I disagree with the sentiment of this blog post, because it implies (unless I mi...

aaronem · on March 4, 2014

Sure. But then you hit a case where your URI scheme doesn't map 1:1 to the part of the filesystem your web server is looking at. Sometimes you can just hang ?id=foo off the end of the URI and be done with it. Sometimes you're doing something more complex, and an application-level URI router suddenly looks useful, precisely because it makes it easy to map arbitrarily and in detail between the things your application knows about and the URIs your client interacts with.

It's a bit much, too, to say "All frameworks are too complicated to be worth the effort because Django!" Even Django's partisans acknowledge that it's on the very high end of the complexity curve; indeed, it's the only framework I know of which requires more up front from the developer than Rails. I'm lately more and more of the opinion that, in almost all cases, most of that up-front investment is wasted; you can get 90% of the benefit from a microframework such as Ruby's Sinatra or Python's Flask, either of which can be mastered from a standing start inside a weekend, and save the suffering involved in Rails or Django for when, if ever, you actually need that last ten percent.

Basically, you want to choose the right tool for the job. If you're putting in two screws, just grab your trusty Apache-brand screwdriver and go to it.
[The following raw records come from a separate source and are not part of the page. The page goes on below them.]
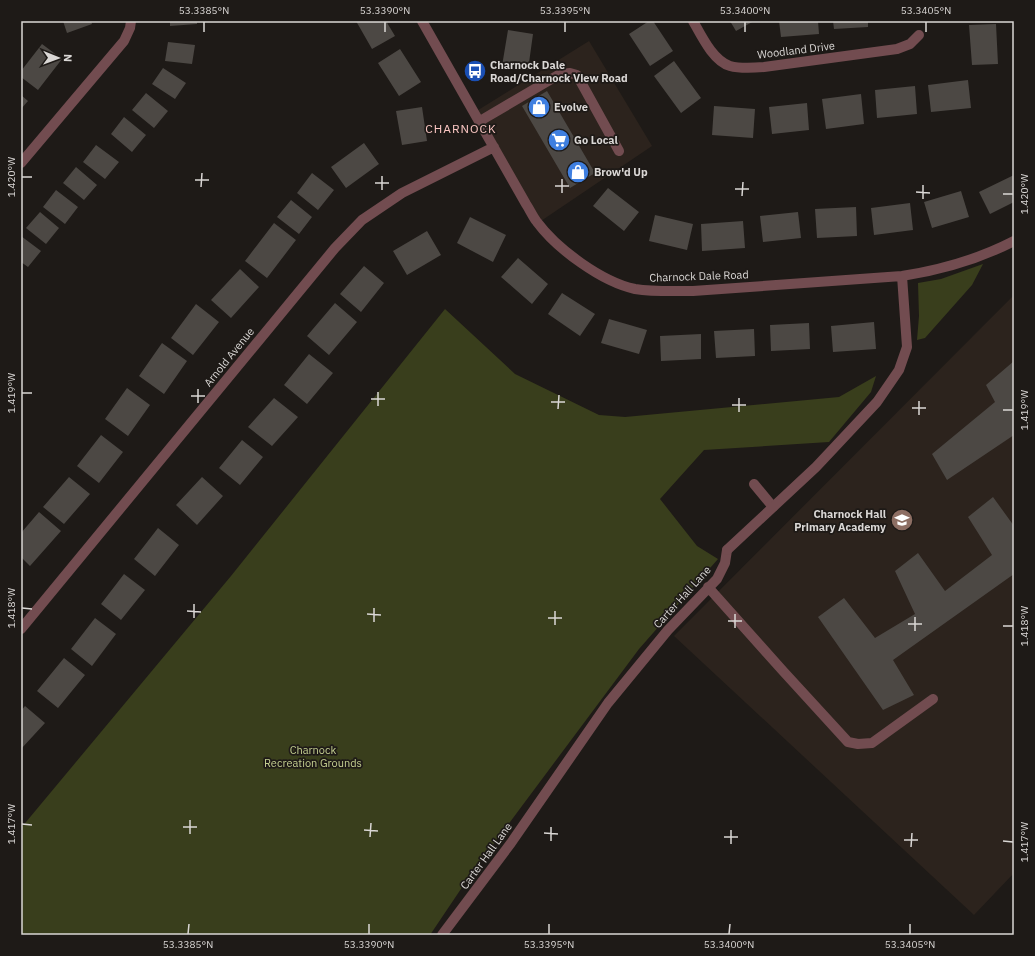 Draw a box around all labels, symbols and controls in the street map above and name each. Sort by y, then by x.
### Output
text: 53.3385°N [179,4,229,17]
text: 53.3390°N [360,4,410,17]
text: 53.3395°N [540,4,590,17]
text: 53.3400°N [720,4,770,17]
text: 53.3405°N [901,4,951,17]
north arrow [38,38,78,78]
street label: Woodland Drive [756,38,836,62]
text: N [61,54,75,62]
bus stop icon: Charnock Dale Road/Charnock View Road [462,58,488,84]
place label: Charnock Dale Road/Charnock View Road [490,58,628,85]
shop icon: Evolve [526,94,552,120]
place label: Evolve [554,100,588,114]
district label: CHARNOCK [425,121,497,136]
supermarket icon: Go Local [546,127,572,153]
place label: Go Local [574,133,619,147]
text: 1.420°W [5,157,18,197]
shop icon: Brow'd Up [565,159,591,185]
place label: Brow'd Up [594,165,648,179]
text: 1.420°W [1018,174,1031,214]
street label: Charnock Dale Road [649,267,749,285]
street label: Arnold Avenue [201,325,257,389]
text: 1.419°W [5,373,18,413]
text: 1.419°W [1018,390,1031,430]
place label: Charnock Hall Primary Academy [794,507,887,534]
school or university icon: Charnock Hall Primary Academy [889,507,915,533]
street label: Carter Hall Lane [650,563,714,631]
text: 1.418°W [5,588,18,628]
text: 1.418°W [1018,606,1031,646]
park label: Charnock Recreation Grounds [264,743,362,770]
text: 1.417°W [5,804,18,844]
street label: Carter Hall Lane [457,820,515,892]
text: 1.417°W [1018,822,1031,862]
text: 53.3385°N [163,938,213,951]
text: 53.3390°N [344,938,394,951]
text: 53.3395°N [524,938,574,951]
text: 53.3400°N [704,938,754,951]
text: 53.3405°N [885,938,935,951]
If you're putting in forty, you're better off breaking out the Flask power drill and a screwdriver bit; sure, you can put in forty screws with a hand driver, but you won't do your wrists any favors in the process. And if you're putting up a frame for a two-story house, you're really going to need something like Django's powder-actuated, magazine-fed nail gun, but for anything smaller, it'd be overkill.

twistedpair · on March 4, 2014

The purist approach is nice, and we've all been there, but eventually you'll want to pool those db connections for speed, to comprehensively handle security, and to do things Apache does not do with the URL's like dynamically register/unregister paths in URL's that have no concrete corresponding script file.
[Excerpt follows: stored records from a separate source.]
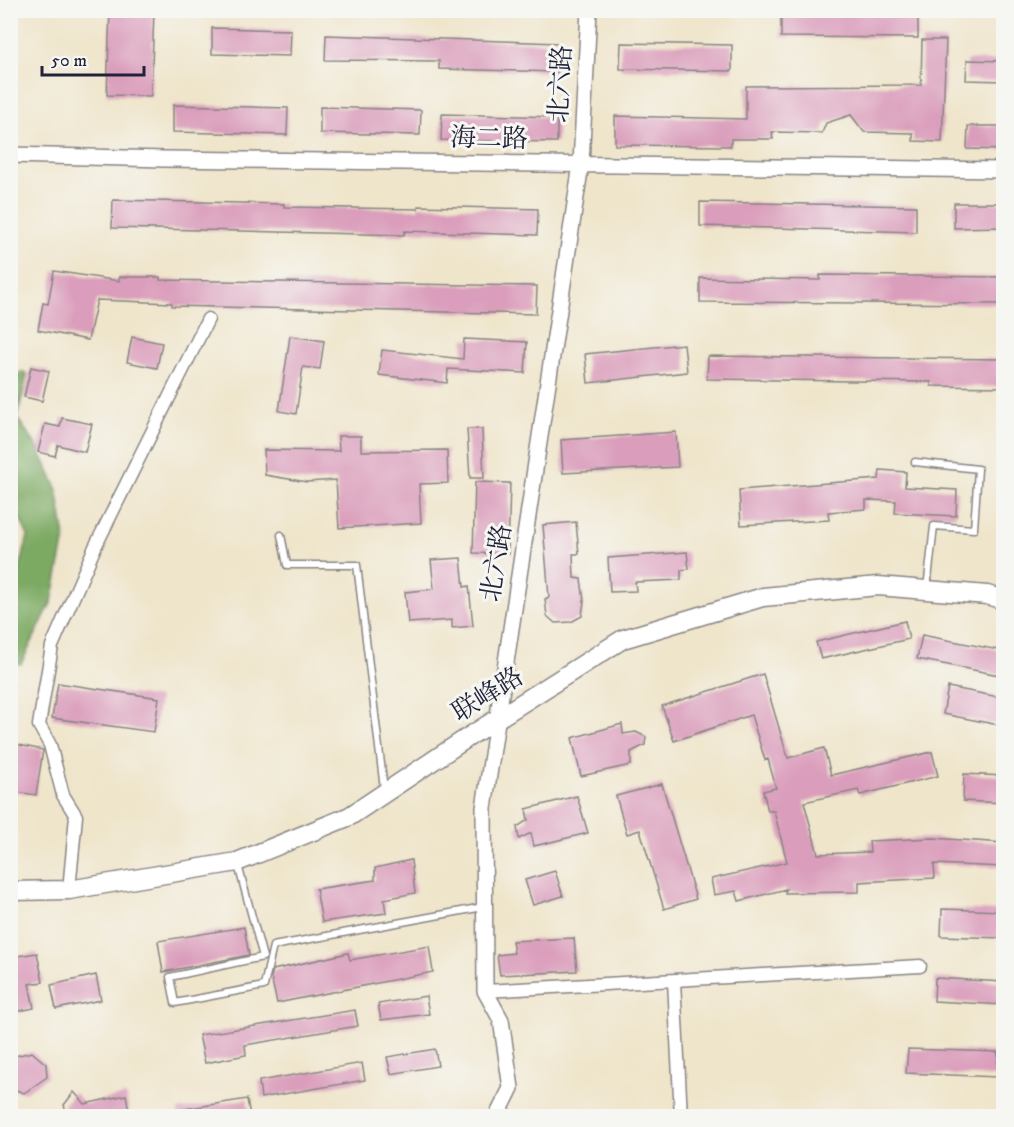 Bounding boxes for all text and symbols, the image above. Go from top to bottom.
scale bar [42,39,144,77]
street label: 北六路 [542,44,580,124]
text: 50 m [51,50,87,72]
street label: 海二路 [450,122,528,156]
street label: 北六路 [475,522,519,604]
street label: 联峰路 [446,660,530,730]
Of course you can attempt to add those things yourself, but the best code you'll often write is that code you don't write at all because someone already did. Don't reinvent square wheels.

oneeyedpigeon · on March 4, 2014

Or you could keep your markup out of the database and db connections become a non-issue (granted, I'm talking about the 99.9% of websites that are content-centric as opposed to web apps).

gaius · on March 5, 2014

We were doing all of those things in the 1990s.

For many "developers" these days the job consists of trawling the Internet looking for a "framework" that matches their project, then tweaking it.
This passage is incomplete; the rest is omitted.